2007-05-27 Thread Philippa Cowderoy
On Sun, 27 May 2007, Andrew Coppin wrote:

> Seriously. Haskell seems to attract weird and wonderful type system extensions
> like a 4 Tesla magnet attracts iron nails... And most of these extensions seem
> to serve no useful purpose, as far as I can determine. And yet, all nontrivial
> Haskell programs *require* the use of at least 3 language extensions. It's as
> if everyone thinks that Haskell 98 sucks so much that it can't be used for any
> useful programs. This makes me very sad. I think Haskell 98 is a wonderful
> language, and it's the language I use for almost all my stuff. I don't
> understand why people keep trying to take this small, simple, clean, elegant
> language and bolt huge, highly complex and mostly incomprehensible type system
> extensions onto it...
> 

Yeah, who needed type classes anyway?

By which I mean that that's always been the way with haskell, and once you 
get what the extensions do they tend to in fact be highly natural - 
sometimes to the extent that people forget that they were ever an 
extension (constructor classes, anyone?). 

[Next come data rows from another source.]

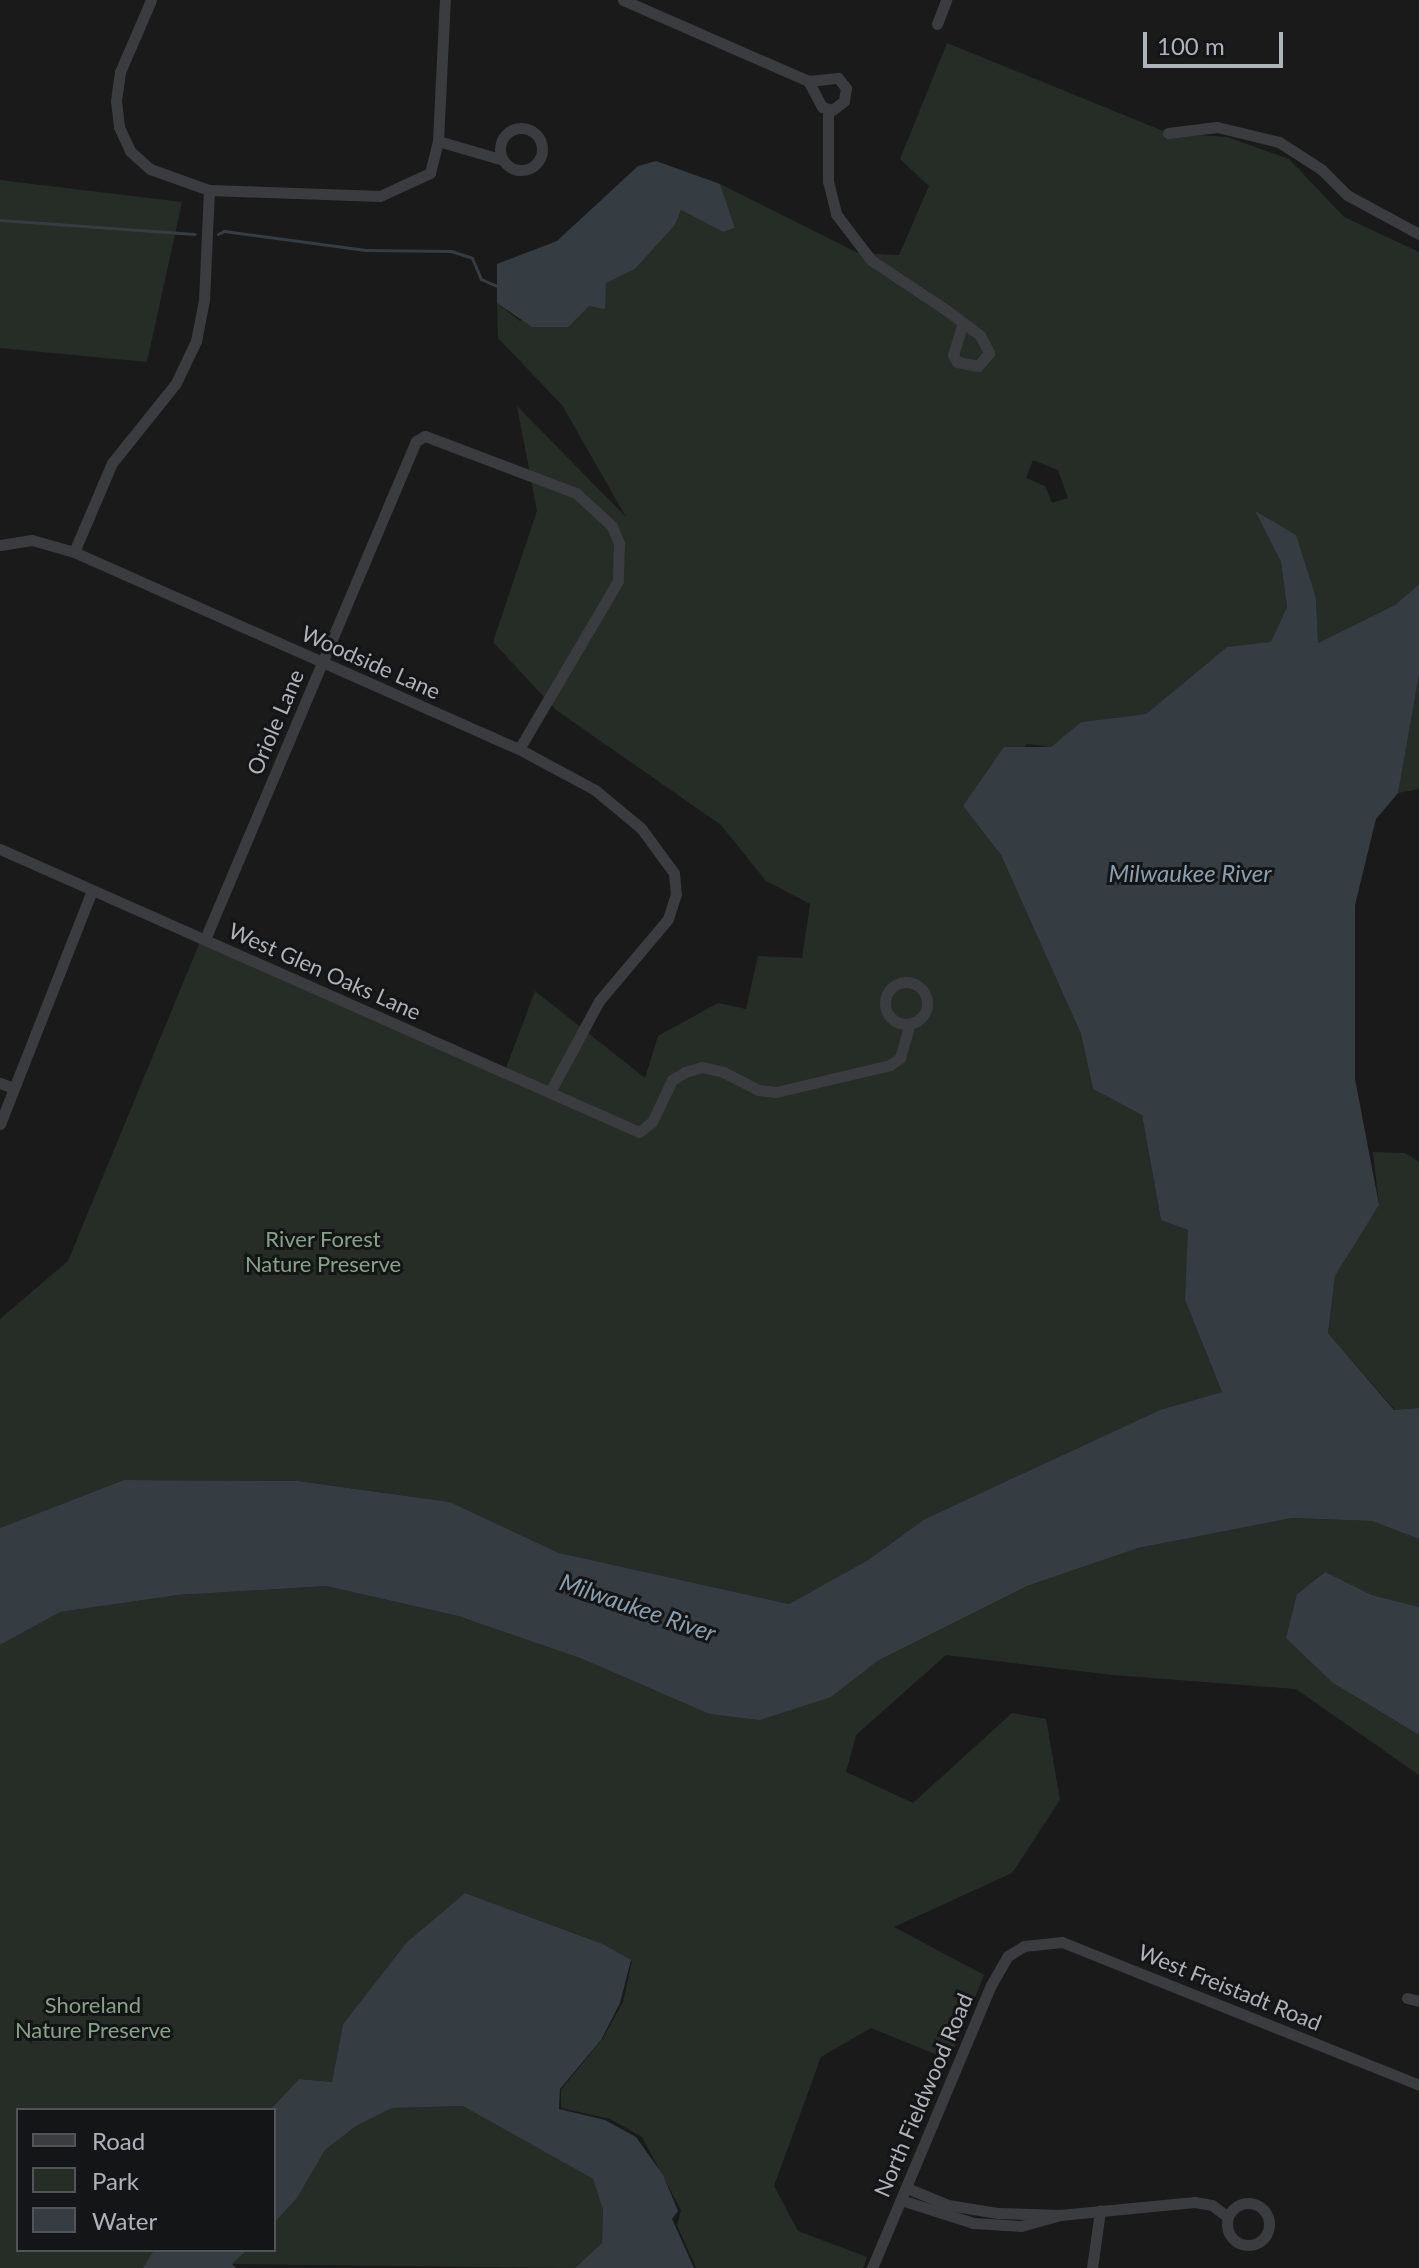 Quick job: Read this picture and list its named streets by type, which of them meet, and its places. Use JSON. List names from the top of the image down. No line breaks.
{"streets":{"street":["Woodside Lane","Oriole Lane","West Glen Oaks Lane","West Freistadt Road","North Fieldwood Road"]},"crossings":[["Woodside Lane","Oriole Lane"],["Woodside Lane","West Glen Oaks Lane"],["Oriole Lane","West Glen Oaks Lane"],["West Freistadt Road","North Fieldwood Road"]],"water":["Milwaukee River"],"parks":["River Forest Nature Preserve","Shoreland Nature Preserve"],"legend":["Road","Park","Water"],"scale_bar":"100 m"} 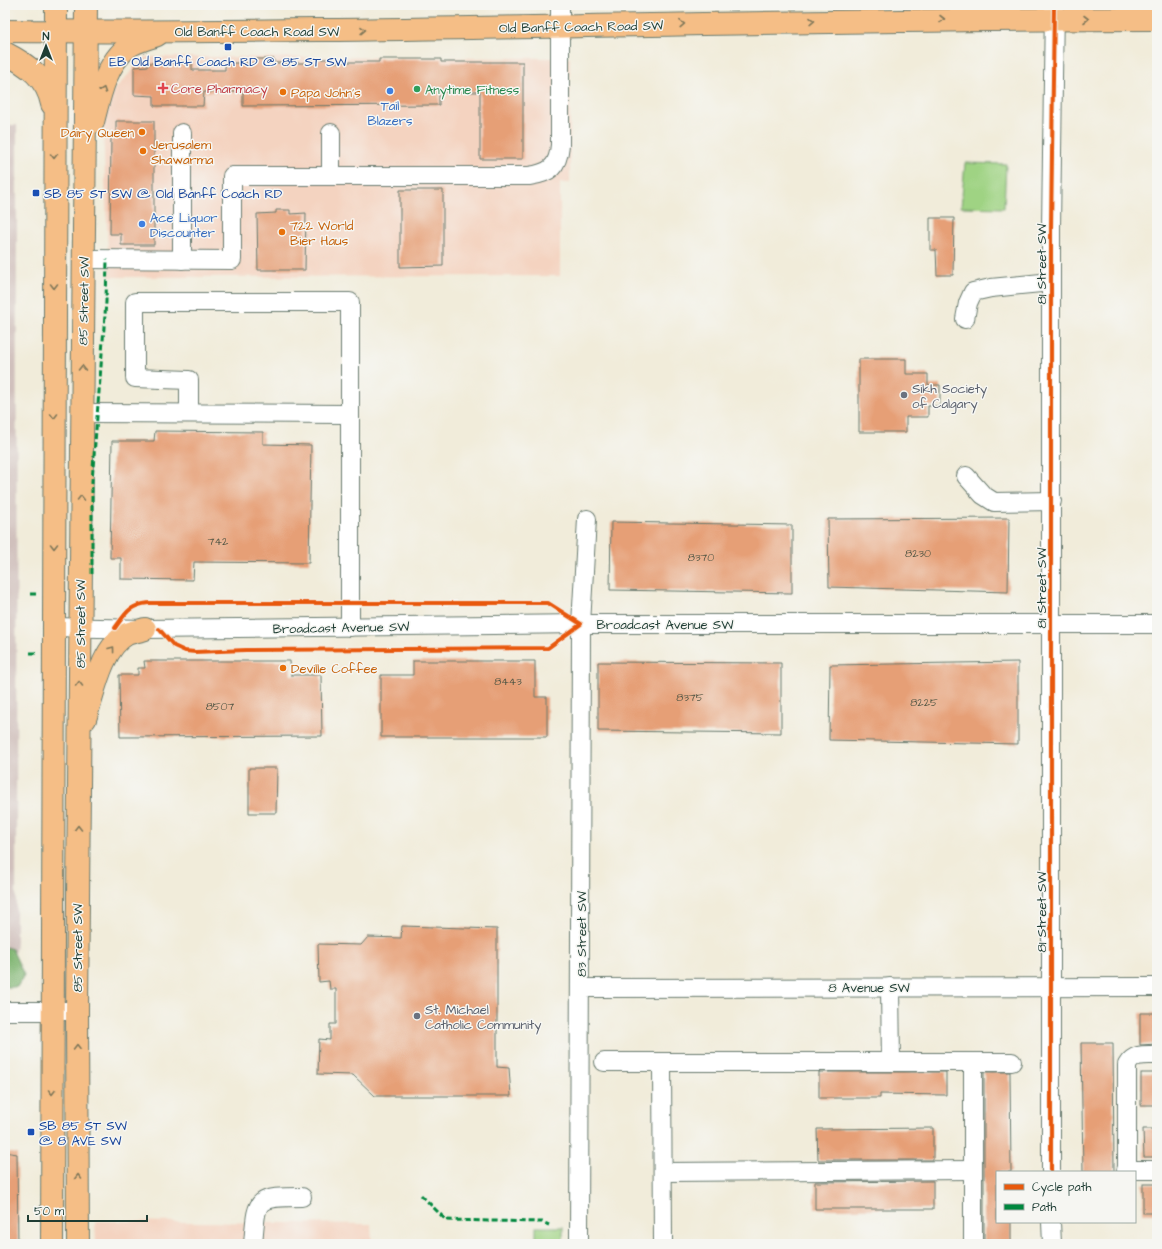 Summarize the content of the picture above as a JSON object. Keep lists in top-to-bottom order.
{
  "streets": {
    "main road": ["Old Banff Coach Road SW", "85 Street SW"],
    "street": [
      "81 Street SW",
      "Broadcast Avenue SW",
      "83 Street SW",
      "8 Avenue SW"
    ]
  },
  "crossings": [
    ["Old Banff Coach Road SW", "81 Street SW"],
    ["Old Banff Coach Road SW", "85 Street SW"],
    ["81 Street SW", "Broadcast Avenue SW"],
    ["81 Street SW", "8 Avenue SW"],
    ["85 Street SW", "Broadcast Avenue SW"],
    ["Broadcast Avenue SW", "83 Street SW"],
    ["83 Street SW", "8 Avenue SW"]
  ],
  "one_way": ["Old Banff Coach Road SW"],
  "places": {
    "transit": ["EB Old Banff Coach RD @ 85 ST SW", "SB 85 ST SW @ Old Banff Coach RD", "SB 85 ST SW @ 8 AVE SW"],
    "health": ["Core Pharmacy"],
    "other": [
      "Anytime Fitness",
      "Tail Blazers",
      "Papa John's",
      "Dairy Queen",
      "Jerusalem Shawarma",
      "Ace Liquor Discounter",
      "722 World Bier Haus",
      "Sikh Society of Calgary",
      "Deville Coffee",
      "St. Michael Catholic Community"
    ]
  },
  "house_numbers": [
    "742",
    "8230",
    "8370",
    "8443",
    "8375",
    "8225",
    "8507"
  ],
  "legend": ["Cycle path", "Path"],
  "scale_bar": "50 m",
  "north": "top"
}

For example, GADTs let you implement monads as interpreters by defining a 
datatype representing the abstract syntax tree that describes a 
computation - you can't get this to type without at a minimum existential 
types and for many monad operations you need the full power of GADTs to 
declare a corresponding constructor.

I imagine it would never have occurred to you to try implementing a monad 
that way, right? Similarly, a lot of the developments with type classes 
and polymorphism have been about letting people write sufficiently general 
libraries - they're driven by the demands of code that people want to 
write, but often not so much by the demands of single, simple 
applications.

Incidentally, Haskell 98 isn't that small a language itself - there's 
plenty of sugar around.

-- 
[EMAIL PROTECTED]

There is no magic bullet. There are, however, plenty of bullets that
magically home in on feet when not used in exactly the right circumstances.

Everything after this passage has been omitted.